Plug pulled on child chemical study

The plug has been pulled on a controversial study that paid parents to expose their infant children to potentially harmful chemicals, although other human pesticide dosing studies will go on.


Following a series of complaints that lead to an investigation and reassessment (see related story), the Children’s Environmental Exposure Research Study (CHEERS) has been withdrawn by Acting Administrator for the US Environmental Protection Agency (EPA), Stephen Johnson.

Mr Johnson said in a public statement explaining his decision: “EPA must conduct quality, credible research in an atmosphere absent of gross misrepresentation and controversy.”

The study was designed by EPA to “fill critical gaps in understanding how children may be exposed to pesticides and chemicals” by spraying these substances into the rooms of infant children under the age of three.
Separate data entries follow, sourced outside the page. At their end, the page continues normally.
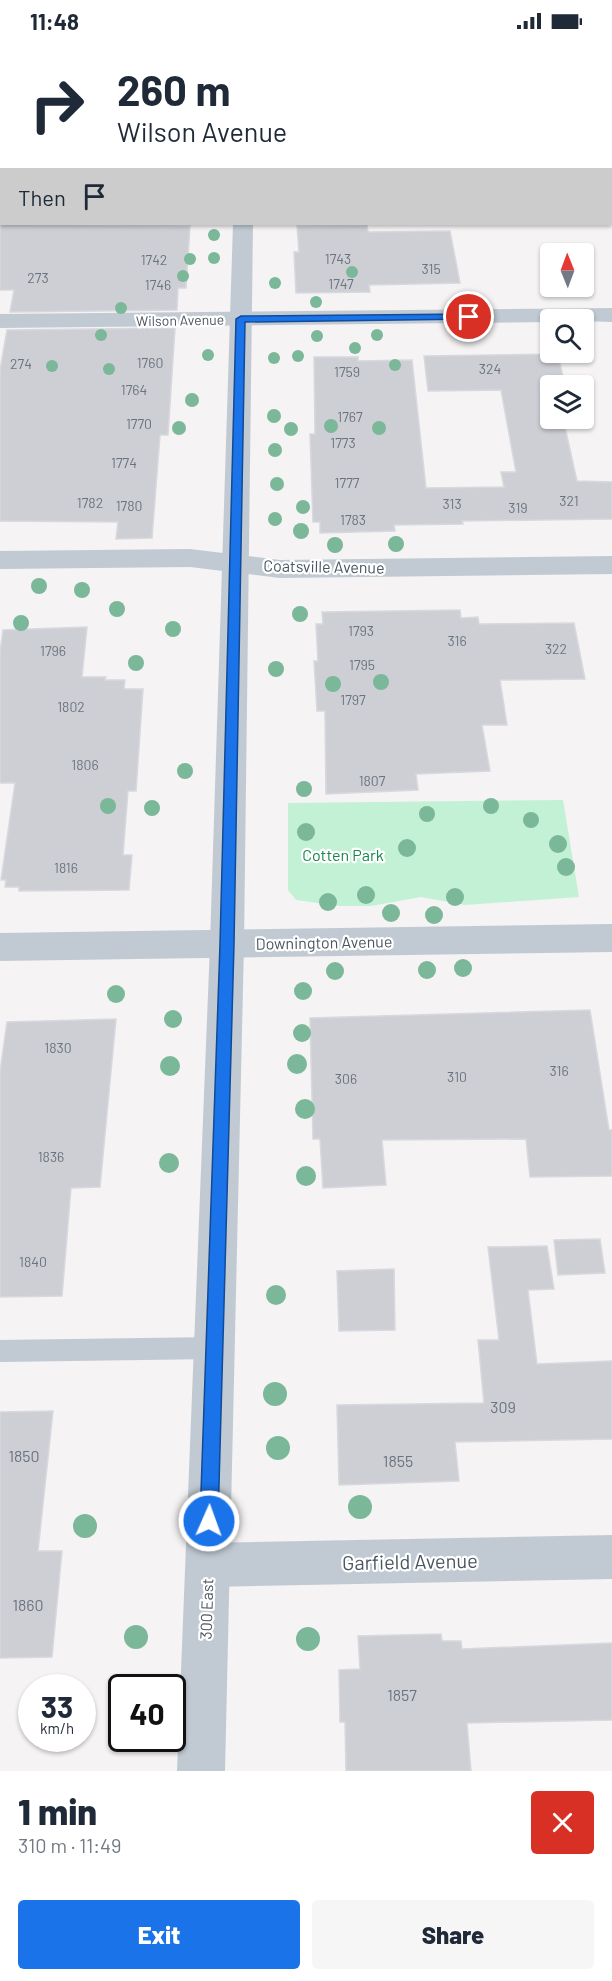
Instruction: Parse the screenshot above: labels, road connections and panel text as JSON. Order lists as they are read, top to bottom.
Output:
{
  "streets": {
    "street": [
      "Wilson Avenue",
      "Coatsville Avenue",
      "Downington Avenue",
      "Garfield Avenue",
      "300 East"
    ]
  },
  "crossings": [
    ["Wilson Avenue", "300 East"],
    ["Coatsville Avenue", "300 East"],
    ["Downington Avenue", "300 East"],
    ["Garfield Avenue", "300 East"]
  ],
  "parks": ["Cotten Park"],
  "house_numbers": [
    "1743",
    "1742",
    "315",
    "273",
    "1747",
    "1746",
    "1760",
    "274",
    "324",
    "1759",
    "1764",
    "1767",
    "1770",
    "1773",
    "1774",
    "1777",
    "321",
    "1782",
    "313",
    "1780",
    "319",
    "1783",
    "1793",
    "316",
    "322",
    "1796",
    "1795",
    "1797",
    "1802",
    "1806",
    "1807",
    "1816",
    "1830",
    "316",
    "310",
    "306",
    "1836",
    "1840",
    "309",
    "1850",
    "1855",
    "1860",
    "1857"
  ],
  "north": "top",
  "page": {
    "status": "11:48",
    "turn": ["260 m", "Wilson Avenue"],
    "then": "Then",
    "speed": "33 km/h",
    "limit": "40",
    "heading": ["1 min", "310 m · 11:49"],
    "buttons": ["Exit", "Share"]
  }
}
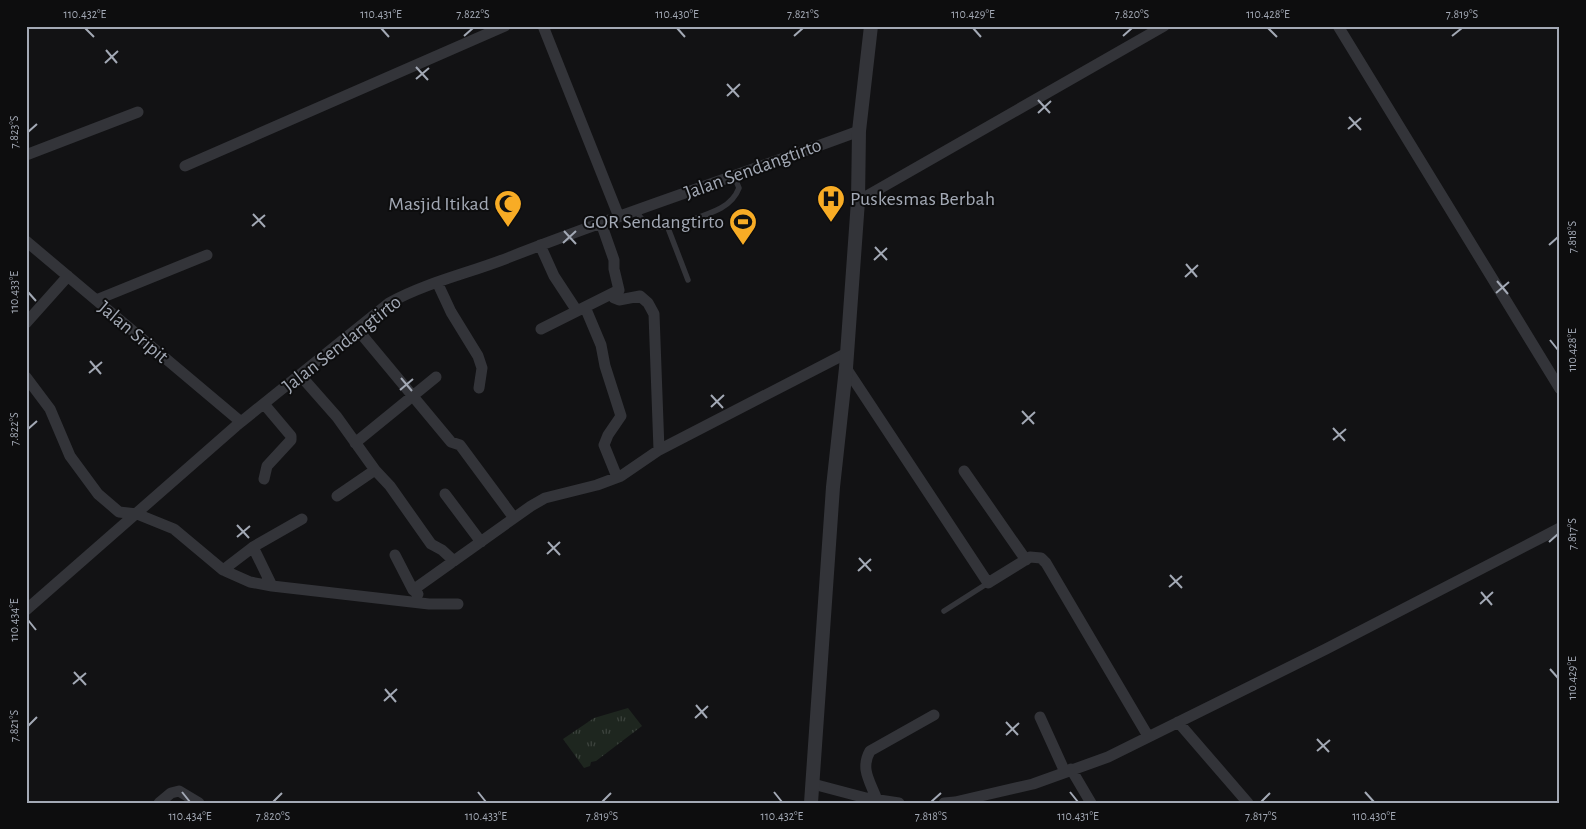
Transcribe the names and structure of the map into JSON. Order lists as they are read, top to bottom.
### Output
{
  "streets": {
    "street": ["Jalan Sendangtirto", "Jalan Sripit"]
  },
  "crossings": [
    ["Jalan Sendangtirto", "Jalan Sripit"]
  ],
  "places": {
    "hospital": ["Puskesmas Berbah"],
    "mosque": ["Masjid Itikad"],
    "sports": ["GOR Sendangtirto"]
  },
  "coordinates": [
    "110.432°E",
    "110.431°E",
    "7.822°S",
    "110.430°E",
    "7.821°S",
    "110.429°E",
    "7.820°S",
    "110.428°E",
    "7.819°S",
    "7.823°S",
    "7.818°S",
    "110.433°E",
    "7.817°S",
    "110.434°E"
  ]
}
However, the exact same research could still be conducted with the help of private sponsors despite the decision to end the trials, according to organisation Public Employees for Environmental Responsibility (PEER).

Moreover, the American Chemistry Council has already pledged US $2 million to go towards the study’s overall US $9 million in order to resume and complete the tests, executive director of PEER Jeff Ruch said.

“The reason Stephen Johnson clung so stubbornly to this creepy CHEERS effort is that it served as the beacon to industry that EPA would welcome similar experiments,” Mr Ruch explained. “The pesticide industry wants to use human testing to trump animals studies so as to justify relaxed exposure limits, and Mr Johnson has become the sector’s ‘go-to guy’ at the agency.”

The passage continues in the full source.